Two years ago this week I began chemotherapy, and this morning I had my sixth post-treatment checkup with Dr. Pearl. My exam and test results were so encouraging that we were both smiling, happy, laughing. We have done an excellent job.
I’m always anxious in the weeks leading up to each visit. First, about a week before my appointment, I must go in for my blood test. I have routines for this ten-minute non-event — small rituals, really — that I’m sure will make everything all right. They include predicting how low the number will go (this time I decided on 12, and I was spot on). Then I wait. Sometimes Fairy Godmother Nurse Sylvia has a chance to call me with the results before my appointment, sometimes not.
When the day arrives — always a Thursday — there are more routines and rituals. Leave at a certain time, wear my good-luck earrings, listen to happy music in the car, park in my favorite spot at the Cancer Center. If I practice this magic, then all will be well. Moment by moment, I settle in. Breathe deeply, relax while the blood pressure is being taken, get comfortable while I wait for Dr. Pearl.
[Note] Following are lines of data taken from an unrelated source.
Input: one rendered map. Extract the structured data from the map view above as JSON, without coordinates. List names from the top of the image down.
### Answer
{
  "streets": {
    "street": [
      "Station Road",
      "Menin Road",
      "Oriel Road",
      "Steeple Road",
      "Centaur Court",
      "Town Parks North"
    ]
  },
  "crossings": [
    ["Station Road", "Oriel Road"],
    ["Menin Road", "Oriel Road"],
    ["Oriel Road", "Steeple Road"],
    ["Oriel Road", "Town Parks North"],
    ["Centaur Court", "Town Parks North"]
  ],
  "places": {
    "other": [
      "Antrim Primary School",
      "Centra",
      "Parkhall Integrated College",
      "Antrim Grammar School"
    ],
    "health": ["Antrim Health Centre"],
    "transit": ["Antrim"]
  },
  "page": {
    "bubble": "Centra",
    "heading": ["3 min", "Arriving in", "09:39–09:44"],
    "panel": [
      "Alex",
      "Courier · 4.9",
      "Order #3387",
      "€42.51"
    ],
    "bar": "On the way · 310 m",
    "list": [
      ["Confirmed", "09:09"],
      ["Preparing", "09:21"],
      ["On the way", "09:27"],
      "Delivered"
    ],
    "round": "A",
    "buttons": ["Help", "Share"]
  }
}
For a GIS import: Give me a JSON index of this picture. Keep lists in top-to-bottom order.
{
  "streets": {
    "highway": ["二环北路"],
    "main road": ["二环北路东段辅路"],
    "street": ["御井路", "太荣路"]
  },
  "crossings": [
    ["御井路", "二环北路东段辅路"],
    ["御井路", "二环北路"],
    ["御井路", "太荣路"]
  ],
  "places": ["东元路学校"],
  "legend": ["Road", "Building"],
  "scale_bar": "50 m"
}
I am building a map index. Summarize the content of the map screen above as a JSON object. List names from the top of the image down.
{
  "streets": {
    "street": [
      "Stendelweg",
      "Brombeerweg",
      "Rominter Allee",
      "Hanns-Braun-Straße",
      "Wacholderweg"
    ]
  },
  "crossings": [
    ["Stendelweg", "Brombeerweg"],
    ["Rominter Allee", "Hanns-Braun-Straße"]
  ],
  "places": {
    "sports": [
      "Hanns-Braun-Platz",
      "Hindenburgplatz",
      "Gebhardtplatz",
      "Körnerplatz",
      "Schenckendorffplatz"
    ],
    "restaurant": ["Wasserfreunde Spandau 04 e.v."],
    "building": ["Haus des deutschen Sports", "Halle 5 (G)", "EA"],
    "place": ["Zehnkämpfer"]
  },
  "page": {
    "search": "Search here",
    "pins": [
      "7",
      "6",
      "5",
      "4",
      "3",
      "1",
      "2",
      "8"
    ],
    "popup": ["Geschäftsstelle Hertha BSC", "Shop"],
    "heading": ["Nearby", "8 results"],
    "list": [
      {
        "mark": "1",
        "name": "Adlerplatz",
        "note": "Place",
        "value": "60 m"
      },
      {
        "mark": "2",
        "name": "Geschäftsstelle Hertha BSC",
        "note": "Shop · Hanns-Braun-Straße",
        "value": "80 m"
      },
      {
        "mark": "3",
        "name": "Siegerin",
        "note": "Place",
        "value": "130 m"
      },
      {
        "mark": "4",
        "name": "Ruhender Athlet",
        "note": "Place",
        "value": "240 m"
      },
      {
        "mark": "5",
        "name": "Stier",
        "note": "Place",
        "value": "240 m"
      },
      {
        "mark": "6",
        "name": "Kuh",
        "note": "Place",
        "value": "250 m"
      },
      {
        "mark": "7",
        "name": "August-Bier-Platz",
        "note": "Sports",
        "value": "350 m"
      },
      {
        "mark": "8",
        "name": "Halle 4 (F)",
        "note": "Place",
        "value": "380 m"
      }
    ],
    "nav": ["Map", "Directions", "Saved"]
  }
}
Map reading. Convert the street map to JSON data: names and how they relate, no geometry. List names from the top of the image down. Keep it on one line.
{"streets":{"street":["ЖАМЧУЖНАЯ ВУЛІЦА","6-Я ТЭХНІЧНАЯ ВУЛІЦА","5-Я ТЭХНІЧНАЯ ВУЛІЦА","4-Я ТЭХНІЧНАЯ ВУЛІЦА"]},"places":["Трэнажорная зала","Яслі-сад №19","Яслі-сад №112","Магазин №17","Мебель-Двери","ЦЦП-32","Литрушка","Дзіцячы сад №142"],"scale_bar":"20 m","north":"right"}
All I am doing is preparing myself. I must be prepared. No matter how much time passes, no matter how well I feel or how good my blood test is, I must be prepared. I know the percentages for my case. I know what all the chances are, and what the time frame is, too. I’m not watching the calendar, but I’m aware of it. I understand my odds, and in order to thwart them, I must be prepared, and I must practice these small bits of magic.
What Dr. Pearl does is practice his own art. He is, I think, spectacularly capable of creating the treatment plan that will, along with my participation, make me healthy. I see him only every few months, but each time I do, I’m reminded of just how blessed I am to be in his care. His art and my magic are a powerful combination.
When the appointment is over, when he has congratulated me, and I have thanked him, I take my time getting dressed. I need time; I have time. I make my next appointment, and it will be in the future, and the nurse smiles, because I know she knows that I am thinking, “Wow, the future.”
The final ritual in this cycle isn’t magic, but it’s necessary. I go to my car, get in and close the door, and have a little cry. Then I give myself a pat on the back, and go forward.